Türkiye’nin Efrin’e dönük saldırı planlarının iç siyasetten bağımsız olmadığını da belirten Yörük, şöyle devam etti: “Savaş hali Türkiye’deki iktidarı çok besliyor. Bu savaşın Kürtlerle olması, Türkiye’de şeriatçı-derin devlet iktidar blokunu perçinlerken zaten bölük pörçük olan muhalefeti de sürekli bölüyor. Muhalefetin büyük bir kısmı da milliyetçi üniter devletçi. Onlar da Kürt oluşumlarını Türkiye’ye bir tehdit olarak görüyorlar. Savaş halinin siyasal iktidara çok yaradığını görüyoruz. Türkiye, AKP iktidarının son döneminde başka bir rotaya girdi. Savaş hali bu rotayı besliyor.
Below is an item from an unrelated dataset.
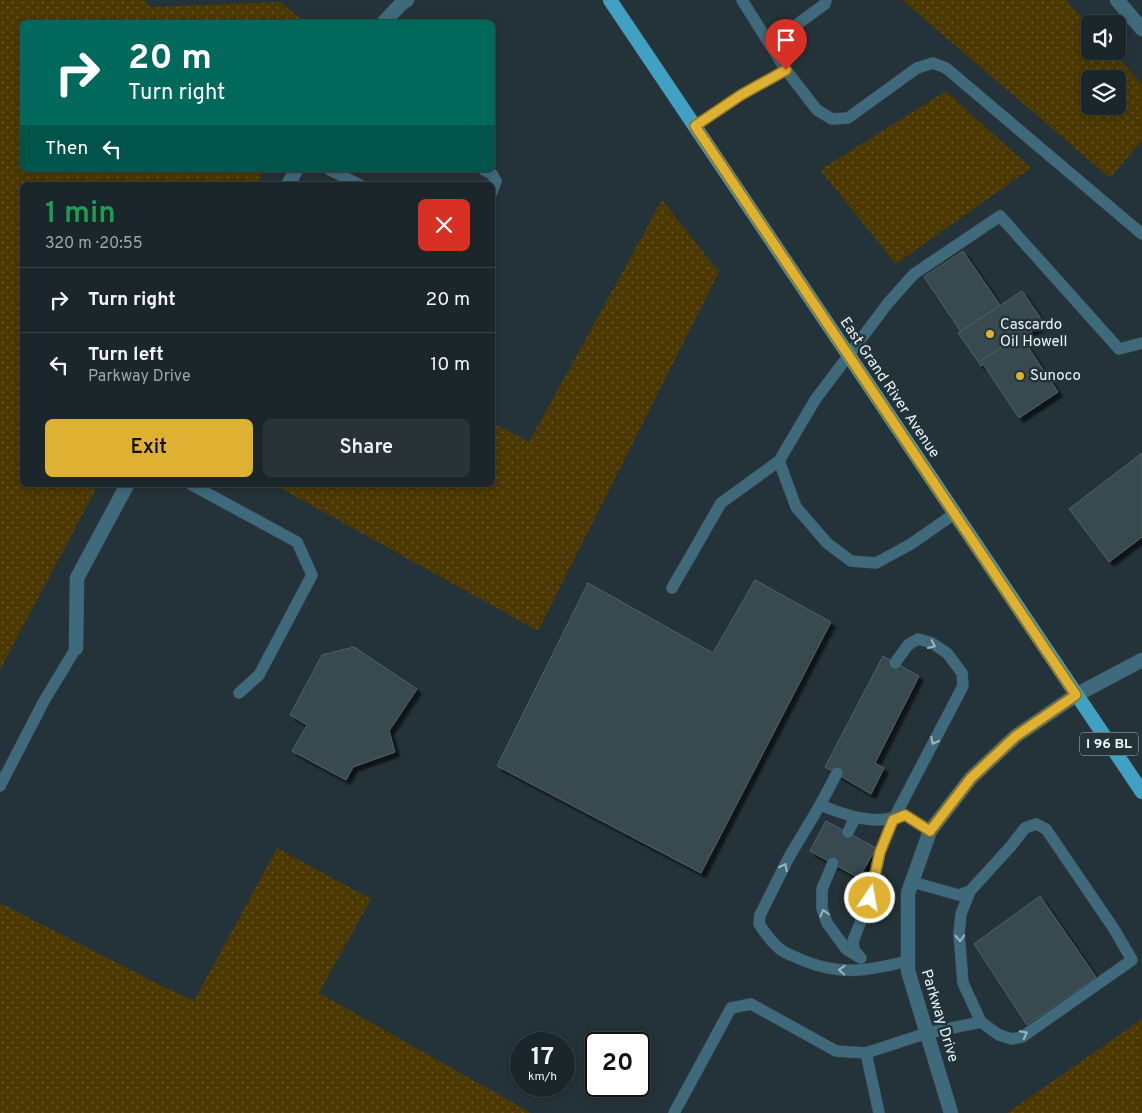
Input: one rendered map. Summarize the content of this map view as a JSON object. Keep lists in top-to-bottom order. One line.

Bu olmadan iktidar kendisini ayakta tutamayacak gibi görüyor.

FATURASI MİLYONLARIN SIRTINDA

90’larda bir savaş lobisi vardı. Kürtlerle olan çatışmanın devamından nemalanan bir çıkar grubu oluşmuştu. 90’lı yıllardan farklı olarak toplumun yalnızca izleyici ve meşruiyet kaynağı olarak değil, fiilen katılıma davet edildiği bir savaş konsepti yürürlüğe konmuş bulunuyor. FETÖ tasfiyelerinin de katkısıyla devletin şiddet aygıtları ya da iç ve dış güvenlik güçleri yeniden yapılanırken yaygın bir istihdam alanı da ortaya çıkmış bulunuyor. Yarı profesyonel bir ordu sistemine geçiş ve paramiliter güçlerin yeniden yapılanması sürecine dikkatli bakmak gerekiyor. Uzman çavuşluk, sözleşmeli erbaş ve sözleşmeli er gibi kategorilerin yaygınlaşması yanında, JÖH ve PÖH gibi paramiliter yapıların artan kadro ihtiyaçları ile birlikte yeni bir savaş ekonomisi gelişiyor. İşsizlik ve yoksulluk batağı içindeki milyonlar için aileden bir erkek çocuğu devlete savaşçı olarak vermek bir kurtuluş olarak görülüyor sanki. 2015’ten itibaren oluşmakta olan savaş bloğu, geçmişin dar savaş lobisinden çok daha yaygın ve ne yazık ki popüler… Savaş halinden beklentiler toplumun kılcal damarlarına işliyor. Savaş ekonomisi, toplumun geçim kaynakları arasında önemli bir yer kazanma yolunda. Aslında bunun çok tehlikeli bir yanılsama, korkunç bir yalan olduğunu biliyoruz. Çünkü işin insani boyutu bir yana, savaşın ekonomik faturası da yine o yoksul ve işsiz milyonların sırtında. Ortadoğu’daki durum netleşmedikçe AKP’nin siyasal iktidarı için şiddeti bir siyaset enstrümanı olarak kullanma lüksü de her zaman var olacaktır. İçinde bulunulan bölgesel savaş ve iç savaş atmosferinde bunu meşrulaştırma olanağı her zaman var. Ülke içinde demokratik güçlerin hak ve adalet arama mücadelesinin seyri bu gidişatı engelleme yönünde etkili olacaktır. Ama esas çözümün Ortadoğu’daki dengeler olacağını düşünüyorum.”